Pollyanna Xavier e Gabriel Pereti

A promessa de dinheiro fácil e rápido fez novas vítimas em Volta Redonda e região. Com garantias de lucros mensais e até semanais de 30 ou 40%, o professor universitário e servidor do Tribunal de Justiça do Rio Felipe Tobler Lemgruber está sendo acusado de ter aplicado um golpe em vários advogados, serventuários da justiça, alunos e até em juízes, com apostas em plataformas de jogos on-line. Conhecido como ‘trader esportivo’, Felipe está na mira também do Ministério Público, que ofereceu denúncia contra ele por entender que o esquema vai além de uma pirâmide financeira. Até agora, o prejuízo dos apostadores seria superior a R$ 20 milhões.
Felipe se formou em Direito, com especialidade em Direito Penal, e se afastou do Tribunal de Justiça em 2021, tendo ocupado um cargo de confiança no Fórum de Barra do Piraí como secretário de um juiz. No final de 2020, ele deixou a cadeira que ocupava de professor de Direito Penal em um centro universitário de Volta Redonda para se dedicar às plataformas de jogos on-line. As apostas seriam feitas nas partidas de tênis e Felipe, supostamente, atraía os jogadores com promessas de ganhos muito acima do que as plataformas prometiam.
Um deles, um ex-colega de infância, conversou com o aQui e revelou que teria recebido o convite para participar das apostas no final de 2019. Na época, revela, Felipe o teria chamado para ‘investir’ em jogos on-line. Para convencê-lo, teria dito que pelo menos três juízes da região também estariam apostando nas plataformas. “Eu não conhecia essa modalidade, até porque eu não gosto de jogo, mas ele disse que tinha as bancas nas plataformas e que elas eram de fora do país. Quando perguntei da legalidade das apostas, ele me disse que três juízes estariam participando. Ou seja, desde o início ele atrelou a questão aos juízes justamente para tentar transmitir confiança”, contou.

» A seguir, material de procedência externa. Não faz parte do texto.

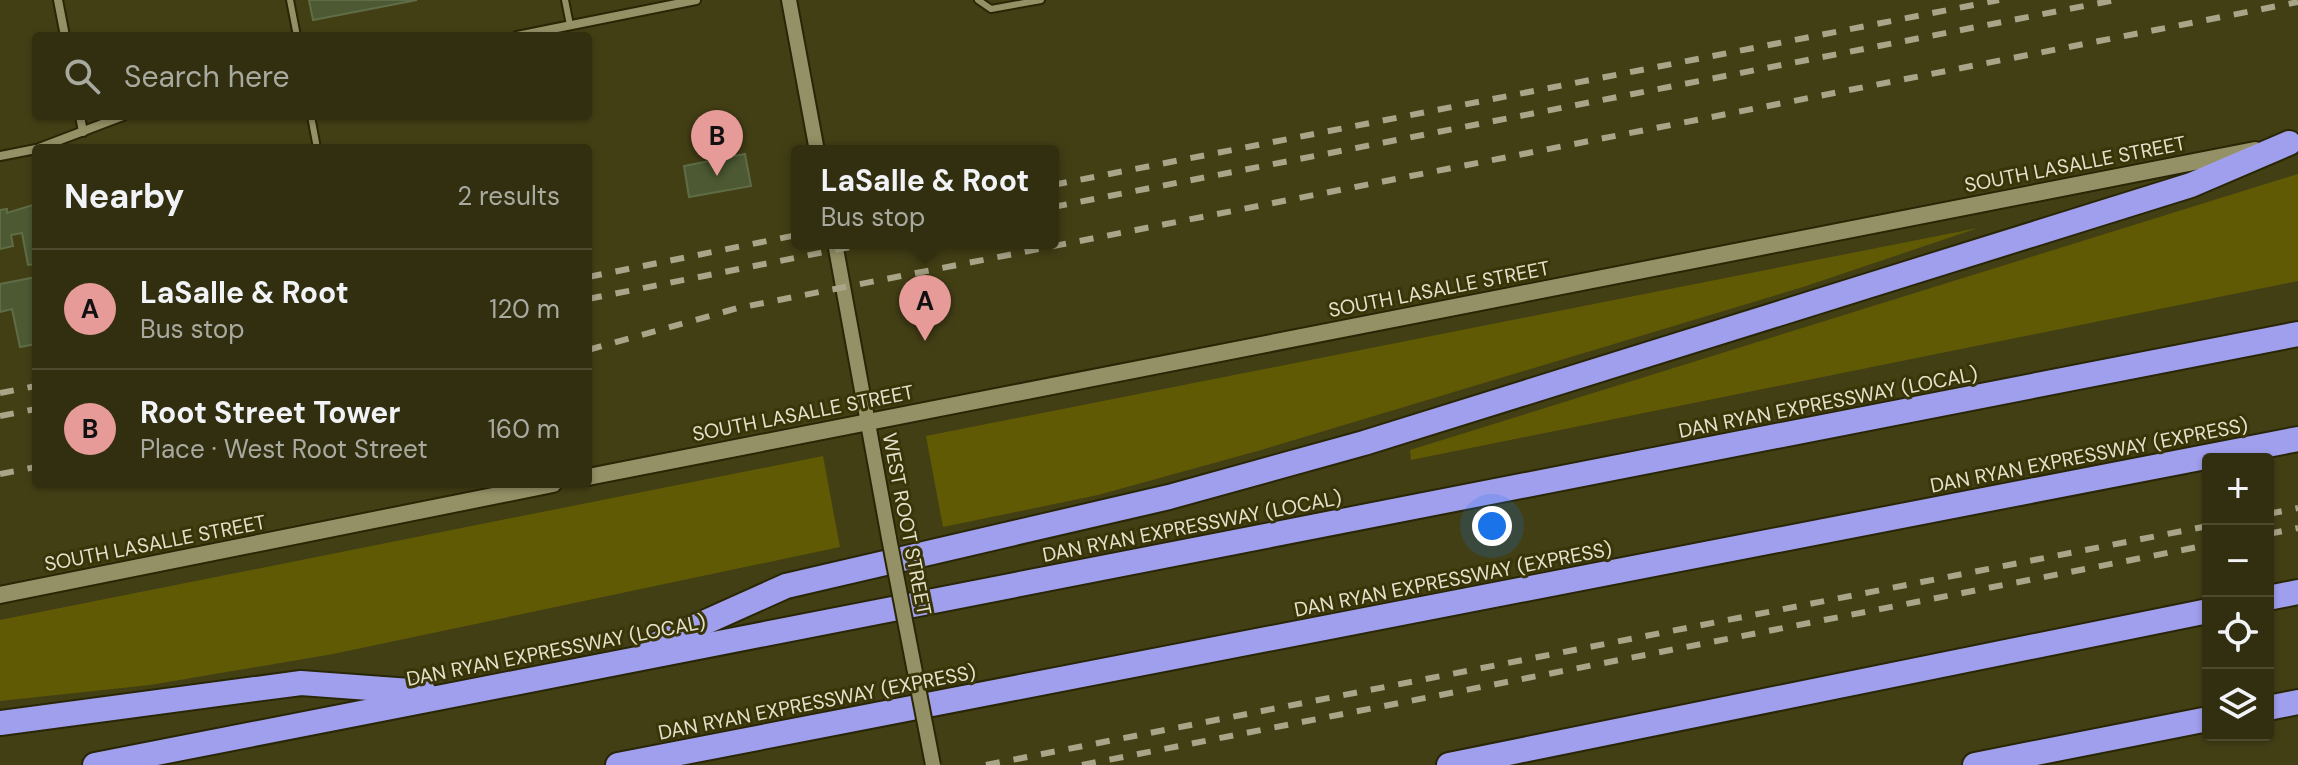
<!DOCTYPE html>
<meta charset="utf-8">
<style>
:root{--surface:#322f10;--page:#3d3b1e;--text:#f1f3f6;--muted:#a8a99f;--line:#4d4a30;--accent:#e69b98}
body{margin:0;font-family:"DM Sans",sans-serif;background:var(--page);color:var(--text)}
.controls{position:absolute;right:24px;bottom:24px;display:grid;overflow:hidden;border-radius:8px;box-shadow:0 2px 6px #0004}
.controls button{width:72px;height:72px;display:grid;place-items:center;padding:0;border:0;border-bottom:2px solid var(--line);background:var(--surface);color:var(--text);font:40px sans-serif}
.you{position:absolute;left:1492px;top:526px;width:28px;height:28px;margin:-20px;border:6px solid #fff;border-radius:50%;background:#1a73e8;box-shadow:0 0 0 12px #1a73e833}
.badge{display:grid;place-items:center;width:52px;height:52px;border-radius:50%;background:var(--accent);color:#111;font-size:26px;font-weight:700}
.pin{position:absolute;translate:-50% -66px;filter:drop-shadow(0 2px 4px #0008)}
.pin::after{content:'';position:absolute;top:42px;width:28px;height:24px;background:inherit;clip-path:polygon(0 0,100% 0,50% 100%)}
.popup{position:absolute;left:791px;top:145px;width:268px;height:104px;box-sizing:border-box;display:grid;place-content:center;border-radius:8px;background:var(--surface);filter:drop-shadow(0 2px 6px #0005);font-size:26px;white-space:nowrap;color:var(--muted)}
.popup b{font-size:30px;color:var(--text)}
.popup::after{content:'';position:absolute;left:50%;top:100%;margin-left:-16px;border:16px solid transparent;border-top-color:var(--surface)}
.list{margin:0;padding:0;list-style:none}
h2{display:flex;justify-content:space-between;align-items:center;height:104px;margin:0;padding:0 32px;font-size:34px}
h2 small{font-size:26px;font-weight:400;color:var(--muted)}
.list li{display:grid;grid-template-columns:52px 1fr auto;gap:24px;align-items:center;box-sizing:border-box;height:120px;padding:0 32px;border-top:2px solid var(--line)}
.list b{display:block;font-size:30px;white-space:nowrap}
.list p{margin:0;font-size:26px;white-space:nowrap;color:var(--muted)}
.list em{font-size:26px;font-style:normal;color:var(--muted)}
.icon{flex:none;width:44px;height:44px;fill:none;stroke:currentColor;stroke-width:2;stroke-linecap:round;stroke-linejoin:round}
.map{position:relative;flex:none;width:2298px;height:765px;overflow:hidden}
.search{position:absolute;background:var(--surface);box-shadow:0 2px 6px #0004;left:32px;top:32px;width:560px;height:88px;display:flex;align-items:center;gap:20px;box-sizing:border-box;padding:0 28px;border-radius:8px;color:var(--muted);font-size:30px}
.panel{position:absolute;background:var(--surface);box-shadow:0 2px 6px #0004;left:32px;top:144px;width:560px;height:344px;border-radius:8px}
.map>svg:first-child{display:block}
</style>
<div class="map">
<svg width="2298" height="765" viewBox="0 0 2298 765">
<rect width="100%" height="100%" fill="#433f15"/>
<g fill="#615a04">
<path d="M2298 174V281L1411 460 1410 450Z"/>
<path d="M1978 228 1803 287 1261 450 1098 495 943 527 926 436Z"/>
<path d="M823 456 840 547 333 654 150 685 0 701V620Z"/>
</g>
<g fill="#4c5932" stroke="#5f6d46" stroke-width="2">
<path d="M309 0H417L313 20Z"/>
<path d="M745 154 751 186 689 197 684 166Z"/>
<path d="M36 204V264L28 265 22 233 11 235 13 246 0 249V210L7 209V213Z"/>
<path d="M36 277V344L20 347 12 309 0 312V284Z"/>
</g>
<g fill="none" stroke-linecap="round" stroke-linejoin="round">
<defs>
<g id="service">
<path d="M290 0 297 36"/>
<path d="M565 0 570 25"/>
<path d="M978 0 991 9 1041 0"/>
<path d="M311 116 317 148"/>
</g>
<g id="minor">
<path d="M58 0 65 36"/>
<path d="M517 36 696 0"/>
<path d="M80 116 83 132"/>
<path d="M39 148 123 116"/>
<path d="M0 156 36 149"/>
</g>
<g id="tertiary">
<path d="M789 0 817 151"/>
<path d="M835 243 889 538"/>
</g>
<g id="secondary">
<path d="M588 477 2255 150"/>
<path d="M0 595 553 484"/>
</g>
<g id="motorway">
<path d="M2268 598 2298 592"/>
<path d="M650 647 786 586 1169 497 1364 443 2191 185 2289 143"/>
<path d="M2268 708 2298 702"/>
<path d="M0 723 301 683 424 692"/>
<path d="M95 765 2298 334"/>
<path d="M618 765 2298 439"/>
<path d="M1449 765 2208 611"/>
<path d="M1975 765 2208 719"/>
</g>
</defs>
<use href="#service" stroke="#292606" stroke-width="10"/>
<use href="#minor" stroke="#292606" stroke-width="12"/>
<use href="#tertiary" stroke="#292606" stroke-width="18"/>
<use href="#secondary" stroke="#292606" stroke-width="20"/>
<use href="#motorway" stroke="#292606" stroke-width="28"/>
<use href="#service" stroke="#959166" stroke-width="6"/>
<use href="#minor" stroke="#959166" stroke-width="8"/>
<use href="#tertiary" stroke="#959166" stroke-width="14"/>
<use href="#secondary" stroke="#959166" stroke-width="16"/>
<use href="#motorway" stroke="#a09fee" stroke-width="24"/>
<g stroke="#a8a588" stroke-width="6" stroke-dasharray="14 14" stroke-linecap="butt">
<path d="M1053 185 1999 0"/>
<path d="M1053 207 2115 0"/>
<path d="M588 277 797 235"/>
<path d="M588 299 870 243"/>
<path d="M588 350 738 308 2298 2"/>
<path d="M0 393 36 386"/>
<path d="M0 416 36 409"/>
<path d="M0 474 36 467"/>
<path d="M2268 514 2298 508"/>
<path d="M2268 534 2298 528"/>
<path d="M986 765 2208 526"/>
<path d="M1082 765 2208 545"/>
</g>
<defs>
<path id="tertiary-bridge" d="M889 538 933 765"/>
</defs>
<use href="#tertiary-bridge" stroke="#292606" stroke-width="18" stroke-linecap="butt"/>
<use href="#tertiary-bridge" stroke="#959166" stroke-width="14"/>
</g>
<g text-anchor="middle" dominant-baseline="central" stroke-width="6" stroke-linejoin="round" paint-order="stroke">
<g font-size="20" fill="#e4e2cc" stroke="#393509">
<text transform="translate(2075 164) rotate(-11)">SOUTH LASALLE STREET</text>
<text transform="translate(1439 289) rotate(-11)">SOUTH LASALLE STREET</text>
<text transform="translate(1828 402) rotate(-11)">DAN RYAN EXPRESSWAY (LOCAL)</text>
<text transform="translate(803 413) rotate(-11)">SOUTH LASALLE STREET</text>
<text transform="translate(2089 455) rotate(-11)">DAN RYAN EXPRESSWAY (EXPRESS)</text>
<text transform="translate(907 524) rotate(79)">WEST ROOT STREET</text>
<text transform="translate(1192 526) rotate(-11)">DAN RYAN EXPRESSWAY (LOCAL)</text>
<text transform="translate(155 543) rotate(-11)">SOUTH LASALLE STREET</text>
<text transform="translate(1453 579) rotate(-11)">DAN RYAN EXPRESSWAY (EXPRESS)</text>
<text transform="translate(556 650) rotate(-11)">DAN RYAN EXPRESSWAY (LOCAL)</text>
<text transform="translate(817 702) rotate(-11)">DAN RYAN EXPRESSWAY (EXPRESS)</text>
</g>
</g>
</svg>
<div class="controls">
<button>+</button>
<button>−</button>
<button><svg class="icon" aria-label="locate" viewBox="0 0 24 24"><circle cx="12" cy="12" r="6"/><path d="M12 2v4M12 18v4M2 12h4M18 12h4"/></svg></button>
<button><svg class="icon" aria-label="layers" viewBox="0 0 24 24"><path d="M12 4l9 5-9 5-9-5zM3 14l9 5 9-5"/></svg></button>
</div>
<div class="you"></div>
<div class="pin badge" style="left:925px;top:341px">A</div>
<div class="popup"><b>LaSalle &amp; Root</b>Bus stop</div>
<div class="pin badge" style="left:717px;top:176px">B</div>
<div class="search"><svg class="icon" aria-label="search" viewBox="0 0 24 24"><circle cx="10" cy="10" r="6"/><path d="M15 15l6 6"/></svg>Search here</div>
<section class="panel">
<h2>Nearby<small>2 results</small></h2>
<ul class="list">
<li><span class="badge">A</span><div><b>LaSalle &amp; Root</b><p>Bus stop</p></div><em>120 m</em></li>
<li><span class="badge">B</span><div><b>Root Street Tower</b><p>Place · West Root Street</p></div><em>160 m</em></li>
</ul>
</section>
</div>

O valor investido inicialmente teria sido de apenas 600,00. E em uma semana ele teria recebido 10% de lucro. Acabou investindo R$ 2 mil, e também obteve 10% de lucro. “E assim foi indo, com ele me incentivando a colocar valores cada vez maiores”, contou o ex-amigo, que pede que seu nome não seja revelado. Tem mais. Passou a usar o limite do cheque especial e do cartão de crédito nas apostas. “Coloquei uns R$ 20 mil e recebi R$ 2 mil de lucro. Daí para pedir um empréstimo grande no banco foi um pulo. A taxa de juros do banco era de 4% ao mês e ele pagava 10% por semana. Eu cheguei a ter seis empréstimos, num total de 200 mil”, revelou o advogado, que se sente lesado pelo ex-amigo.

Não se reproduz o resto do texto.